Long-term carbon storage through retention of dissolved aromatic acids by reactive particles in soil

Soils retain large quantities of carbon, thereby slowing its return to the atmosphere. The mechanisms governing organic carbon sequestration in soil remain poorly understood, yet are integral to understanding soil-climate feedbacks. We evaluated the biochemistry of dissolved and solid organic carbon in potential source and sink horizons across a chronosequence of volcanic soils in Hawai'i. The soils are derived from similar basaltic parent material on gently sloping volcanic shield surfaces, support the same vegetation assemblage, and yet exhibit strong shifts in soil mineralogy and soil carbon content as a function of volcanic substrate age.
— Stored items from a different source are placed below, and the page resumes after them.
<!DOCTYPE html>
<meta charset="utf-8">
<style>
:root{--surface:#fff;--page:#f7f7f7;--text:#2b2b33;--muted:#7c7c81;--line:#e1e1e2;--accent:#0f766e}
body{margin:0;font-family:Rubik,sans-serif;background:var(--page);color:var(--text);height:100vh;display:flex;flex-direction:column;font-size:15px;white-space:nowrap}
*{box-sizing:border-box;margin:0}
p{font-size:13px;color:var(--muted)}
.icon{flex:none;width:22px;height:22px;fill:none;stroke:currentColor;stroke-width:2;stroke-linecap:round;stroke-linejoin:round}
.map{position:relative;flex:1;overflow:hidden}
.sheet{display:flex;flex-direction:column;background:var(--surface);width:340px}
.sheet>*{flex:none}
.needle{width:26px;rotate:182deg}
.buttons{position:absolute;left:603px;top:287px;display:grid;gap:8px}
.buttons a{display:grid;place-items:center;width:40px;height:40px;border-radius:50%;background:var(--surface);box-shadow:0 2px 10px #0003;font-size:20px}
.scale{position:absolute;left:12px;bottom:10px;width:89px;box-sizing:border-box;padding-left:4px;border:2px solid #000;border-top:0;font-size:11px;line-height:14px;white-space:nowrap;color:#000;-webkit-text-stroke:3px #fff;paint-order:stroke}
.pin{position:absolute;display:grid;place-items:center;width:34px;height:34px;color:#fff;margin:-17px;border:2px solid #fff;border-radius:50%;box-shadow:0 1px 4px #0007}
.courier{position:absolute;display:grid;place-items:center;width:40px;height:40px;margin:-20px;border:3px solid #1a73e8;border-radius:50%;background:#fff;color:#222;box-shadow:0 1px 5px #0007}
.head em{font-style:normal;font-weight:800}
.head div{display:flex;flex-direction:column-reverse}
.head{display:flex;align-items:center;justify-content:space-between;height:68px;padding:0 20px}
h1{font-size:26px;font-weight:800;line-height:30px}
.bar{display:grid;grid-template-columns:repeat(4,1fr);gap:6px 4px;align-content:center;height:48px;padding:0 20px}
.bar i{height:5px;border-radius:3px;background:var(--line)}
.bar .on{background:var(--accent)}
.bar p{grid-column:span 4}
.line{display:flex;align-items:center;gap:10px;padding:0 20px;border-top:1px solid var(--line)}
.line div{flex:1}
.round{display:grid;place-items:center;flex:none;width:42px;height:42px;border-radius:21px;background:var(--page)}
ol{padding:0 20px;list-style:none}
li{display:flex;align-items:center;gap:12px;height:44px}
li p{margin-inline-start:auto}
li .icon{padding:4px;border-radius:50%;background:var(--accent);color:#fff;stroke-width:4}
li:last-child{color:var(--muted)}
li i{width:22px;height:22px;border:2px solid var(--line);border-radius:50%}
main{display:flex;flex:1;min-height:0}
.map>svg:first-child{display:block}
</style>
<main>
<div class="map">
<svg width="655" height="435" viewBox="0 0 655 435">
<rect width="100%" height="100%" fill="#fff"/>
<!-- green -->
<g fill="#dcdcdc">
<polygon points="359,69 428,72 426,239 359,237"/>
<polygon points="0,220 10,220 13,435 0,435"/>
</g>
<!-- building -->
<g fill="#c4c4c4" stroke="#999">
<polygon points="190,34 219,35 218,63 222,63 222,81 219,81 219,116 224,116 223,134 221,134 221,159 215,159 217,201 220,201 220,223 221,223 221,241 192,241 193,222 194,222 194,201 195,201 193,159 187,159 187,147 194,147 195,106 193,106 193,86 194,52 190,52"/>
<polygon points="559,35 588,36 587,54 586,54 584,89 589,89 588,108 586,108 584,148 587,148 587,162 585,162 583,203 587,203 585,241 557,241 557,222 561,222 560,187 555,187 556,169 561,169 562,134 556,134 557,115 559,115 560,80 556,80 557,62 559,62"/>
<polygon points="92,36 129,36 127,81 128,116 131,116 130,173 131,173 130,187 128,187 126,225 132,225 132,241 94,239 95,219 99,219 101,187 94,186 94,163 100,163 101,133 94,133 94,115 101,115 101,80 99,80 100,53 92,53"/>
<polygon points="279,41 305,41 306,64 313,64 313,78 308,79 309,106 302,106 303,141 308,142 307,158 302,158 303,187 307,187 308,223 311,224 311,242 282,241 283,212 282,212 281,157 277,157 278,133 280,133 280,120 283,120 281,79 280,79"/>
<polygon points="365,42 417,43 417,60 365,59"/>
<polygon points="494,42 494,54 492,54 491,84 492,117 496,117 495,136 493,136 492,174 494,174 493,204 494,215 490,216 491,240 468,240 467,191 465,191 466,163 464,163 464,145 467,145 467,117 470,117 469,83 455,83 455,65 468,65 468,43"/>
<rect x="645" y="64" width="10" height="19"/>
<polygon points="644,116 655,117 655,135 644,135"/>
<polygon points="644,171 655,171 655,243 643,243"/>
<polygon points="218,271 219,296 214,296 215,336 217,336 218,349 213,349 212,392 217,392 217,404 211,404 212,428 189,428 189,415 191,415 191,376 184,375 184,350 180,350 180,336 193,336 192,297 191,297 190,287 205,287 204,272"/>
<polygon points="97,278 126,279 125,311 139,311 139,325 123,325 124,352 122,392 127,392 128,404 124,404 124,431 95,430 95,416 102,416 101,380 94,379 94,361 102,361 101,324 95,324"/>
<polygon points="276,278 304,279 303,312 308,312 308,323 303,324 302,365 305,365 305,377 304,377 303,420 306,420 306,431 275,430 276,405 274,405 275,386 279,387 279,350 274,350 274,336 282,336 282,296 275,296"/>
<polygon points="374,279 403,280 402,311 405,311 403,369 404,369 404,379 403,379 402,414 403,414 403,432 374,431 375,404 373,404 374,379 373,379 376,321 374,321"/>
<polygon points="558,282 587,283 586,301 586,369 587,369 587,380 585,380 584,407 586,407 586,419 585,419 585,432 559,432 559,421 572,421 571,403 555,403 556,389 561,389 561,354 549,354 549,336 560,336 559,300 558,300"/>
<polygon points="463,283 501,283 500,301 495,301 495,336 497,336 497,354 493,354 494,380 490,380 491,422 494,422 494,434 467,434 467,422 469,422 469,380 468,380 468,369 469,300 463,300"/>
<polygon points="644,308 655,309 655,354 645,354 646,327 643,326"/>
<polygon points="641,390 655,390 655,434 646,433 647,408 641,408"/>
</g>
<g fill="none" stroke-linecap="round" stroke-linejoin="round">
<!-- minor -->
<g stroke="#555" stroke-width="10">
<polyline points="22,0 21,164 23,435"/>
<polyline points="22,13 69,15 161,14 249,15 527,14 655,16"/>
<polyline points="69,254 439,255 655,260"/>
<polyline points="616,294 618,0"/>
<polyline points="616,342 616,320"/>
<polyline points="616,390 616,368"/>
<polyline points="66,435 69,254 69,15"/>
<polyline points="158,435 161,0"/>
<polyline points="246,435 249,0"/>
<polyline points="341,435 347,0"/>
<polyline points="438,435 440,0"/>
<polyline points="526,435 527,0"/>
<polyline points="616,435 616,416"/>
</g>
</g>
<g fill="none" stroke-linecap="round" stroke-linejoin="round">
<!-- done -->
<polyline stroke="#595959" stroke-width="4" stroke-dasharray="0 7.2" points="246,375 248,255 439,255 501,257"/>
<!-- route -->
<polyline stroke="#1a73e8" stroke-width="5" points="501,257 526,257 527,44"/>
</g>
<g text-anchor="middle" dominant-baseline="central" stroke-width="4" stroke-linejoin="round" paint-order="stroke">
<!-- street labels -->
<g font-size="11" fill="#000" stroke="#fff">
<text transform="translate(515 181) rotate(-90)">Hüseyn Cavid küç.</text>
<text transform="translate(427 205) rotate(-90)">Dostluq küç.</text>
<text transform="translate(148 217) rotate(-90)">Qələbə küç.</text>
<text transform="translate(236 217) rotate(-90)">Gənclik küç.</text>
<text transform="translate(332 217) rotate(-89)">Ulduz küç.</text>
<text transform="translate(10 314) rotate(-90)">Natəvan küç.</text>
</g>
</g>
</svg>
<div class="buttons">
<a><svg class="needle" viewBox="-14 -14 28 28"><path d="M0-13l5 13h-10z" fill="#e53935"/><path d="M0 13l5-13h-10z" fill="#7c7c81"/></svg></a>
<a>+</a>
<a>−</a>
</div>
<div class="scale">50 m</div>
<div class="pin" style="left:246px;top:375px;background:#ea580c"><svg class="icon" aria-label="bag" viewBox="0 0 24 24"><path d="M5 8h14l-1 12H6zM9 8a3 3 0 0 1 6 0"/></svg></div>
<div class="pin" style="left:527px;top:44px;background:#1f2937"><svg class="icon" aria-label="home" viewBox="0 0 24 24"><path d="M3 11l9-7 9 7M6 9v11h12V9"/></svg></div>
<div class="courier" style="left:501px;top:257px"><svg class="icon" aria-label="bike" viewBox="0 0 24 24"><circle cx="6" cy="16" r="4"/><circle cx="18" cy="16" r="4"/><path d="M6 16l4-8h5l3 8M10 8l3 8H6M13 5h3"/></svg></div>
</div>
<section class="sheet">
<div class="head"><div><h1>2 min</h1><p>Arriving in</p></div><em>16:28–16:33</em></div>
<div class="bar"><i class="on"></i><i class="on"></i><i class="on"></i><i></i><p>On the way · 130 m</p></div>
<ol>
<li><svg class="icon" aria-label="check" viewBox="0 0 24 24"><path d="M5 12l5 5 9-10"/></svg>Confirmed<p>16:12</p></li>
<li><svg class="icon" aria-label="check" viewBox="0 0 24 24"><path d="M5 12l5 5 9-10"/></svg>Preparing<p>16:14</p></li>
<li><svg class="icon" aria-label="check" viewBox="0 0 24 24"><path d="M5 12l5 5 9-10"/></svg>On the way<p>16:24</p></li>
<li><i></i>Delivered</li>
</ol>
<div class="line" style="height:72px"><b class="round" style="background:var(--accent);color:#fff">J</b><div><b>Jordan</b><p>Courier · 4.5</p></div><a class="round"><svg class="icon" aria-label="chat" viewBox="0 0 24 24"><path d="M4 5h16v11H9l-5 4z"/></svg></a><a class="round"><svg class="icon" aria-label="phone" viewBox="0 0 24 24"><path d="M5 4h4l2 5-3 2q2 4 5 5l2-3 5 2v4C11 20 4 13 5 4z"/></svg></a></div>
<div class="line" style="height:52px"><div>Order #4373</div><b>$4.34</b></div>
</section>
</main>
Solid-state ¹³carbon nuclear magnetic resonance spectra indicate that the most persistent mineral-bound carbon is comprised of partially oxidized aromatic compounds with strong chemical resemblance to dissolved organic matter derived from plant litter. A molecular mixing model indicates that protein, lipid, carbohydrate, and char content decreased whereas oxidized lignin and carboxyl/carbonyl content increased with increasing short-range order mineral content. When solutions rich in dissolved organic matter were passed through Bw-horizon mineral cores, aromatic compounds were preferentially sorbed with the greatest retention occurring in horizons containing the greatest amount of short-range ordered minerals. These minerals are reactive metastable nanocrystals that are most common in volcanic soils, but exist in smaller amounts in nearly all major soil classes. Our results indicate that long-term carbon storage in short-range ordered minerals occurs via chemical retention with dissolved aromatic acids derived from plant litter and carried along preferential flow-paths to deeper B horizons.